GBTA has been closely following developments with the Visa Waiver Program (VWP) as steps have been taken to continue to strengthen this important security program. The VWP is a critically important element in America’s efforts to protect our homeland. Since its inception in 1986, it has evolved into a comprehensive security partnership with our closest allies and prevents tens of thousands of unauthorized visitors from entering our country every year.
Yesterday, U.S. Customs and Border Protection announced additional enhancements to the Electronic System for Travel Authorization (ESTA), as part of the continued implementation of the Visa Waiver Program Improvement and Terrorist Travel Prevention Act of 2015 (the Act).
As a result of the law, travelers in the following categories are no longer eligible to travel or be admitted to the United States under the Visa Waiver Program (VWP):
- Nationals of VWP countries who have been present in Iraq, Syria, or countries listed under specified designation lists (currently including Iran and Sudan) at any time on or after March 1, 2011 (with limited government/military exceptions).
- Nationals of VWP countries who are also nationals of Iraq, Syria, Iran, or Sudan.
As part of the implementation, as of today an updated ESTA application form is now available.
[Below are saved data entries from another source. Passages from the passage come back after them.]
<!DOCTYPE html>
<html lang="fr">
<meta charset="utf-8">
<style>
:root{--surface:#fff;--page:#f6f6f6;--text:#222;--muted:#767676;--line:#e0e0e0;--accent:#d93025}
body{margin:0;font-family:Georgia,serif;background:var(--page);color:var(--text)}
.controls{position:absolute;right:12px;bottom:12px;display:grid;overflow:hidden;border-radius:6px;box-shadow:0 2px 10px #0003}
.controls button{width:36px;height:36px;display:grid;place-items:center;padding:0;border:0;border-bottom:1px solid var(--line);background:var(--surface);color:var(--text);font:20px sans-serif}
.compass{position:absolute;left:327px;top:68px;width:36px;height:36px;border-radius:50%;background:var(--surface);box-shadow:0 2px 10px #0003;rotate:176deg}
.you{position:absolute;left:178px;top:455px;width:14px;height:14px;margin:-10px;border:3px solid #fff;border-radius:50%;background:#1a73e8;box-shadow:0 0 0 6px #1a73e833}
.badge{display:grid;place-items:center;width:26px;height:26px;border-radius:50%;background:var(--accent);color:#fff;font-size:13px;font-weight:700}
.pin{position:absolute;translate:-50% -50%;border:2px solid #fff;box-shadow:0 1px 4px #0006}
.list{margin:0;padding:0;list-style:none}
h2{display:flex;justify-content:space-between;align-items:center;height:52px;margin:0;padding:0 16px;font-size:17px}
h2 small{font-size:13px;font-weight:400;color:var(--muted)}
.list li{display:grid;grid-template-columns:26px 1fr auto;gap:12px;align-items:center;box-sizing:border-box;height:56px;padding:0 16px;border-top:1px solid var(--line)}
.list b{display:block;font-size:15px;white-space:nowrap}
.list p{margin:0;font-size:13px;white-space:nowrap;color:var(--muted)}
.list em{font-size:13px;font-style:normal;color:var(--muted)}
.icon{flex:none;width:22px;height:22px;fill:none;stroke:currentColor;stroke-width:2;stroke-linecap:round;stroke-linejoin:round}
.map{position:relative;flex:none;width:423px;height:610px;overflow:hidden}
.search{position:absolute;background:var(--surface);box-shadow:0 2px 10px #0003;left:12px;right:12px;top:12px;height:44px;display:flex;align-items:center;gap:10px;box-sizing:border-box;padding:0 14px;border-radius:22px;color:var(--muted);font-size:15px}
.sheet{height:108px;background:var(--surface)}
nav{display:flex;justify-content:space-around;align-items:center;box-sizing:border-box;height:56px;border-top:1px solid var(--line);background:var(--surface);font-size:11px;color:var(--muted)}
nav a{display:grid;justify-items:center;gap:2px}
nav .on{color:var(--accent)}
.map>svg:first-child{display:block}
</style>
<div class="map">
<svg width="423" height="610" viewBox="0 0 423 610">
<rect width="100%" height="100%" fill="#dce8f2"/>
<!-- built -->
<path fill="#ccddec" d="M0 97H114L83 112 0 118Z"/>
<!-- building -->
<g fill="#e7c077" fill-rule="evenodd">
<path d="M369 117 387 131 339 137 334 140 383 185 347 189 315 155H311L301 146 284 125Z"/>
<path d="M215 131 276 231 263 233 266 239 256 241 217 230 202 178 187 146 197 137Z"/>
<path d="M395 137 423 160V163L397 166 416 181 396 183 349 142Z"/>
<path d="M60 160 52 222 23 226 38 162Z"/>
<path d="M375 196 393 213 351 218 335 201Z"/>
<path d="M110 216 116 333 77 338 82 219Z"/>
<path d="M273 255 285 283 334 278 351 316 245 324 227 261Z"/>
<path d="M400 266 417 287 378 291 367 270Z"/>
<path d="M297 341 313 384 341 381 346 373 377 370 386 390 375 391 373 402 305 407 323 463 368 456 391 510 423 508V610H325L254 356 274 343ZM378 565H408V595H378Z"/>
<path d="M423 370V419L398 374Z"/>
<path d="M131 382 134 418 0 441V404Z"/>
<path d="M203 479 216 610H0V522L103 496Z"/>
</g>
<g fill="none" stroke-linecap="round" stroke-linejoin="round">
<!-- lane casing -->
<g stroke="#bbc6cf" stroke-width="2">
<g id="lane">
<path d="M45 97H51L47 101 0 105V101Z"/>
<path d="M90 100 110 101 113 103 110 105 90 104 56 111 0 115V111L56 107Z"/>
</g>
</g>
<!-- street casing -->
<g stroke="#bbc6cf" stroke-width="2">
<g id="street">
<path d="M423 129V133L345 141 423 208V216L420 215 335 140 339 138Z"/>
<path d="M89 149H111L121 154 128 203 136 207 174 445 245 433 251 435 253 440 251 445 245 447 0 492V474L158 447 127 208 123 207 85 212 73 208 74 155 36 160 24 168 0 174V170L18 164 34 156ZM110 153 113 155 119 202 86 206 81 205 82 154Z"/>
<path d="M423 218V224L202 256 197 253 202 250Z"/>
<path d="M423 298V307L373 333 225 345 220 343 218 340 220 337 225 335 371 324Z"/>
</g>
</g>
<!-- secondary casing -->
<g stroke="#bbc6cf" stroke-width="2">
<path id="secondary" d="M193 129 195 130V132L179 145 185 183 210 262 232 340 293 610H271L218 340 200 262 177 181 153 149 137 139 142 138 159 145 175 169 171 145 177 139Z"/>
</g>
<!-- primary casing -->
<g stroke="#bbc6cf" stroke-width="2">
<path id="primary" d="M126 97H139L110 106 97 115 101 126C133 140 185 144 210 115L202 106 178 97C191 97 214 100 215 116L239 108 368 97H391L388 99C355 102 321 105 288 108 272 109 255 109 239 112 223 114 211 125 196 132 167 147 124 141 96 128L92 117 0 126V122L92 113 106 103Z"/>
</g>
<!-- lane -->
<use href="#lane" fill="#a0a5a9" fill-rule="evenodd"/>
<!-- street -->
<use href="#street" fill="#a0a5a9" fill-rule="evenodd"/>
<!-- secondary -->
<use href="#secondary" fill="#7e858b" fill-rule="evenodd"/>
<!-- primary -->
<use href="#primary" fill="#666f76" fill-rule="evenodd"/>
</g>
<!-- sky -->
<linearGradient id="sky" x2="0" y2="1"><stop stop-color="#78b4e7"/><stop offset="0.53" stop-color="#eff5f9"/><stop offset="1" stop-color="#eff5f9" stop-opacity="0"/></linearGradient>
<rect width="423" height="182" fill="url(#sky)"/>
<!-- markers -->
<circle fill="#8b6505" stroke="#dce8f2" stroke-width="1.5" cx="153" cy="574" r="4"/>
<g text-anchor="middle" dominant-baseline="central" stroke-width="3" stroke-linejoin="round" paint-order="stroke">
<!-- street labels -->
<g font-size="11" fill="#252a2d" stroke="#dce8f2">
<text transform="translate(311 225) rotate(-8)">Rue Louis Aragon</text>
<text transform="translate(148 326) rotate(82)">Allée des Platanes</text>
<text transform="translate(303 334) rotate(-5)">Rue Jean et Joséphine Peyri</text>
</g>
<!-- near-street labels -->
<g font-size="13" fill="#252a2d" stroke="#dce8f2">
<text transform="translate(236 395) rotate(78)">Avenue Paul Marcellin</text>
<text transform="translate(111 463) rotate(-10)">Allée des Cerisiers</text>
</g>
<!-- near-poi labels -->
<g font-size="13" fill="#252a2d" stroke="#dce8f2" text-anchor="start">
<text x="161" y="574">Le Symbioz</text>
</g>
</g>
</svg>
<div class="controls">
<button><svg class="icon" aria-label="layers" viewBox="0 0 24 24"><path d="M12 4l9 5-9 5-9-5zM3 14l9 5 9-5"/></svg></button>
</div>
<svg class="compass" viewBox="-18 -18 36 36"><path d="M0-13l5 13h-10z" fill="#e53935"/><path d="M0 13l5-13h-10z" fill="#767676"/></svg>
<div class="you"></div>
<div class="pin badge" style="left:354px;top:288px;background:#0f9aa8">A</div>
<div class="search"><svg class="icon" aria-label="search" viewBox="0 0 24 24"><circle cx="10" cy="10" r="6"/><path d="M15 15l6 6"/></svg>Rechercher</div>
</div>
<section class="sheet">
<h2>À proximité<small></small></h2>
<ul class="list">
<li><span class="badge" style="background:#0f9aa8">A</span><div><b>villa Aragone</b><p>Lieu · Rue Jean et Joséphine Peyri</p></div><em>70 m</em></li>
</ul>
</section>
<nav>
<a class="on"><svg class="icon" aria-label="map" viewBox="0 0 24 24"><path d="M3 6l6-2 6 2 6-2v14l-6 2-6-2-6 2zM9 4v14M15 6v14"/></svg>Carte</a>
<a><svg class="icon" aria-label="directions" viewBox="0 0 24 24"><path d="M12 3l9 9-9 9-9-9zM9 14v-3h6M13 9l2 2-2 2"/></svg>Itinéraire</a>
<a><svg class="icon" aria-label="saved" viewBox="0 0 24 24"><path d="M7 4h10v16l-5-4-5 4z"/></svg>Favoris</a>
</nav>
The new form contains additional questions to address the travel eligibility requirements called for in the Act as well as a FAQ for who is effected and what steps said people should take.
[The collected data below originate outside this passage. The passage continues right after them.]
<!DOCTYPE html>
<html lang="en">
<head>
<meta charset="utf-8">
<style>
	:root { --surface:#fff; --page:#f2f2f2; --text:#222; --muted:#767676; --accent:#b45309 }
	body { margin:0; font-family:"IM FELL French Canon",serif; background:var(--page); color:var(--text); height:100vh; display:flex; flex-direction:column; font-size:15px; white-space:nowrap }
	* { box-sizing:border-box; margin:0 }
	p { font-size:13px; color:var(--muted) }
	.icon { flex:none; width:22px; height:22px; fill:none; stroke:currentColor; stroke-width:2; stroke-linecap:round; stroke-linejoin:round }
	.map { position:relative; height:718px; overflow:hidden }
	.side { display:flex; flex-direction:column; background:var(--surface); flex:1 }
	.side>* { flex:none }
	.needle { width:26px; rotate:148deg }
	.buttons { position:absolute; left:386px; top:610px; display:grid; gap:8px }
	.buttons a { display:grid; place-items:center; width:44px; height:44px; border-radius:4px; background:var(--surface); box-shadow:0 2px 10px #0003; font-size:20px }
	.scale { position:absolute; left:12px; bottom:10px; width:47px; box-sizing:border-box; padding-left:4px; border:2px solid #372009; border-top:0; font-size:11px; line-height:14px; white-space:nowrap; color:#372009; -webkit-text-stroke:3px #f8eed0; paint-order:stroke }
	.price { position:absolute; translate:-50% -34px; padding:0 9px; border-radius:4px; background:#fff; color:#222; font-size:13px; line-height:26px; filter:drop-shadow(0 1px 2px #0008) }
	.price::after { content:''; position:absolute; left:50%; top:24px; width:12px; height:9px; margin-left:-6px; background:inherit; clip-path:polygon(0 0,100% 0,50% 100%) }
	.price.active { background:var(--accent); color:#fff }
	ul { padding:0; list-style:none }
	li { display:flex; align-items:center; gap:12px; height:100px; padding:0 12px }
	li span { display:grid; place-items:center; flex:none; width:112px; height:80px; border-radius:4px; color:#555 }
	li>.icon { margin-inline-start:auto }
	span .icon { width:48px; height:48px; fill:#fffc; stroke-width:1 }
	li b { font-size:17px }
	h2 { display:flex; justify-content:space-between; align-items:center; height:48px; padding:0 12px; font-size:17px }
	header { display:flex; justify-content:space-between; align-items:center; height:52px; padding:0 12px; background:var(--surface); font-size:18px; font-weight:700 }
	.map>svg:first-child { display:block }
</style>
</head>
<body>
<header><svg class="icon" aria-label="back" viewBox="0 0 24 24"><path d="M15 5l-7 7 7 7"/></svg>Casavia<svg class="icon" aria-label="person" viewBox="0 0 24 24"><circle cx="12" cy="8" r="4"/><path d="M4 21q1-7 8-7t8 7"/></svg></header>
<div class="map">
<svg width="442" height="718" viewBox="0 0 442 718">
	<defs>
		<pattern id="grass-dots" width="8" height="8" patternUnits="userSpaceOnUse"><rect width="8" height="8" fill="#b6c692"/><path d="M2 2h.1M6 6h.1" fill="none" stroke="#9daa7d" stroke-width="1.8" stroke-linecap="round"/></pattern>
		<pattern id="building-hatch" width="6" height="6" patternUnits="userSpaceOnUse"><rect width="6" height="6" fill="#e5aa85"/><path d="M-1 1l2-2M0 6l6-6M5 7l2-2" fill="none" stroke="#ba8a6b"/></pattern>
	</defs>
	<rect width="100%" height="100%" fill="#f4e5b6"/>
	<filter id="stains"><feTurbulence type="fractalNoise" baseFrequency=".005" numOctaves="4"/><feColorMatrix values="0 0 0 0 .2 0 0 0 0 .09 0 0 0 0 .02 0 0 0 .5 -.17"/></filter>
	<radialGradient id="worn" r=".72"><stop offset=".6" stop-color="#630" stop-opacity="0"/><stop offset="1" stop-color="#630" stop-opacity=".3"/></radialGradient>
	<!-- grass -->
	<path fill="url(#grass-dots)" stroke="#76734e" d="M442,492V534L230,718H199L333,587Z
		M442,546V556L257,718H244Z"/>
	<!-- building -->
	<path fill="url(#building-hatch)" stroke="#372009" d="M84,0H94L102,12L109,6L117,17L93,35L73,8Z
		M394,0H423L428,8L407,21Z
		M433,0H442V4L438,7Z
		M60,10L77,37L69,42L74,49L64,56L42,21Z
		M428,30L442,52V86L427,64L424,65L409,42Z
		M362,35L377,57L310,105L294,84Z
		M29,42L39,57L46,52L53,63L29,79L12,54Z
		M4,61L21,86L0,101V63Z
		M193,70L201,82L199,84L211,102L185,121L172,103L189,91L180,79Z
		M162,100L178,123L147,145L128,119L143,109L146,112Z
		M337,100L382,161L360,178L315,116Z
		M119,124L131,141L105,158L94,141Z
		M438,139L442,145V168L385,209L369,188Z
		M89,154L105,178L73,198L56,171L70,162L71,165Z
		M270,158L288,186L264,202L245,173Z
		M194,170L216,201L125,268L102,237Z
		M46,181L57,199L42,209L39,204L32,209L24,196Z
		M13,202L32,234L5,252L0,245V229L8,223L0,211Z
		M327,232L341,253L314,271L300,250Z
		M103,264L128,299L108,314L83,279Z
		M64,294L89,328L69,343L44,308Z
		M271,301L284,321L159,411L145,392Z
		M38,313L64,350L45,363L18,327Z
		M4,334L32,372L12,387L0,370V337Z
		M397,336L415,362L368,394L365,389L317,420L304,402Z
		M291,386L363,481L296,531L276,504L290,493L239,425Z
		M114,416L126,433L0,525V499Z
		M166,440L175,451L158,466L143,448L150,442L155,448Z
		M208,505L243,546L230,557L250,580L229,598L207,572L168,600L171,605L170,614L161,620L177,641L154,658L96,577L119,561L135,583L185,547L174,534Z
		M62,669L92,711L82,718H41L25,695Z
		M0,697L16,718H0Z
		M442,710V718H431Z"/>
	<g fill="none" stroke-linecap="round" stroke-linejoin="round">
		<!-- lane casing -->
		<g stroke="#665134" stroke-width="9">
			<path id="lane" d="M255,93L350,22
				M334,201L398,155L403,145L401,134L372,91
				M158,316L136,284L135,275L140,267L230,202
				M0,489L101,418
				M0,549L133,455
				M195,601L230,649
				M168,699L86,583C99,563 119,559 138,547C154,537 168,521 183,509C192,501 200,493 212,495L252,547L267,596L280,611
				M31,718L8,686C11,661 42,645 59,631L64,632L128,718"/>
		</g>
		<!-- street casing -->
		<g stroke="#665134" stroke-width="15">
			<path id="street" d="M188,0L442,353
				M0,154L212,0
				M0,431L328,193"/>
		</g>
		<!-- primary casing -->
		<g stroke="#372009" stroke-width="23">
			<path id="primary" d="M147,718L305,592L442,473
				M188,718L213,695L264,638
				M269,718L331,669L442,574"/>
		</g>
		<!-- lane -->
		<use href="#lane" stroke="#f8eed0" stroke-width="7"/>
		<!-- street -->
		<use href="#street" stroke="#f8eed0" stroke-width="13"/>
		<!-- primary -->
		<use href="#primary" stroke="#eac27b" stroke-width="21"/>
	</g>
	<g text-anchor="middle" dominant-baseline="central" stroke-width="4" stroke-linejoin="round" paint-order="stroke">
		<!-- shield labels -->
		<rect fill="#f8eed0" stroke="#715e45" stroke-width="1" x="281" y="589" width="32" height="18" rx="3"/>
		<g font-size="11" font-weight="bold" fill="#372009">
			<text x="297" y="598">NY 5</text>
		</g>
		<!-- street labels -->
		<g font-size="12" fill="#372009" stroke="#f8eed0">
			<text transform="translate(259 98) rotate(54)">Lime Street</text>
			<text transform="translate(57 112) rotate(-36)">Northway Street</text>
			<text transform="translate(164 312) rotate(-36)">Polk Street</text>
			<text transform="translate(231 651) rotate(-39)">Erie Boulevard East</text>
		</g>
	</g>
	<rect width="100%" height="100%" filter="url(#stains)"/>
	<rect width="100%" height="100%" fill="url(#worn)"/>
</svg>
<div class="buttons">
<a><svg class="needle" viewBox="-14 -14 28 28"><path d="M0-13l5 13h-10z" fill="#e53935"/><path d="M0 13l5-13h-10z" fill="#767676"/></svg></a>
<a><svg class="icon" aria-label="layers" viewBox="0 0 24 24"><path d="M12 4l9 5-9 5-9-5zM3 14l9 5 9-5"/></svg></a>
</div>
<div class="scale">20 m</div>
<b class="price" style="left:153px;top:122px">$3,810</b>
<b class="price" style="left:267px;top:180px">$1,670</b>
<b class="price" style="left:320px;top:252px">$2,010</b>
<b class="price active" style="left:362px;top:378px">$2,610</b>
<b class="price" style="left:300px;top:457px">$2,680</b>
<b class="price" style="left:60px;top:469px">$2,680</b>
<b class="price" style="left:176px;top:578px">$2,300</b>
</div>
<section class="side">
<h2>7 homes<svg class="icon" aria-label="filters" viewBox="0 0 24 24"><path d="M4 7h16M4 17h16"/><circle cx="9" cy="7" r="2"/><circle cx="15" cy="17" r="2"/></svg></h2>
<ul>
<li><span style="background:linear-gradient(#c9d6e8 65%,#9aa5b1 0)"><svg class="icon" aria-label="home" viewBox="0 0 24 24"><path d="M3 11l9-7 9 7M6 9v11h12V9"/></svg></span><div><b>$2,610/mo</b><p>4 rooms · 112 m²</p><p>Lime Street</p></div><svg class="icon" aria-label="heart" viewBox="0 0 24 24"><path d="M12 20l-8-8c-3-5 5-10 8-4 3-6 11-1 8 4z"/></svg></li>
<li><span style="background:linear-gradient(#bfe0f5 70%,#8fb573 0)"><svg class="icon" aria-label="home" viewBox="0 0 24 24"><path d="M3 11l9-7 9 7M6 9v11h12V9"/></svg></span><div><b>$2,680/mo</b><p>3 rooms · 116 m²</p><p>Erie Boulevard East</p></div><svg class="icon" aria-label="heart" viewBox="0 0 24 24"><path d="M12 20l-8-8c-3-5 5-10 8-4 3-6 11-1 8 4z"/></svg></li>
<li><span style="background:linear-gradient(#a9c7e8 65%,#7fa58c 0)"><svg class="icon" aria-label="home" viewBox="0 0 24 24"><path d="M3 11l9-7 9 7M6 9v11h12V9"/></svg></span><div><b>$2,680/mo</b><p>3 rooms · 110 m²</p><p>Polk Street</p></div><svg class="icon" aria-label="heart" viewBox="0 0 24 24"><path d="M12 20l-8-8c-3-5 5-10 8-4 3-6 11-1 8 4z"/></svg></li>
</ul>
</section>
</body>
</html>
According to reports, DHS continues to review the security of the Visa Waiver Program, the threat environment, and potential vulnerabilities. These recent measures are the latest in a series of actions over the past 15 months to strengthen the security of the VWP and ensure the Program’s requirements are commensurate with the growing threat from foreign terrorist fighters, many of whom are nationals of VWP countries. And the new issuance stresses that Individuals will still be able to apply for a visa using the regular immigration process at U.S. embassies or consulates.
Current ESTA holders should check their ESTA status prior to travel on CBP’s website, esta.cbp.dhs.gov. If a traveler needs to speak to someone immediately, they may contact the CBP information Center, www.cbp.gov/contact or their closest U.S. embassy or consulate.
Information on visa applications can be found at travel.state.gov.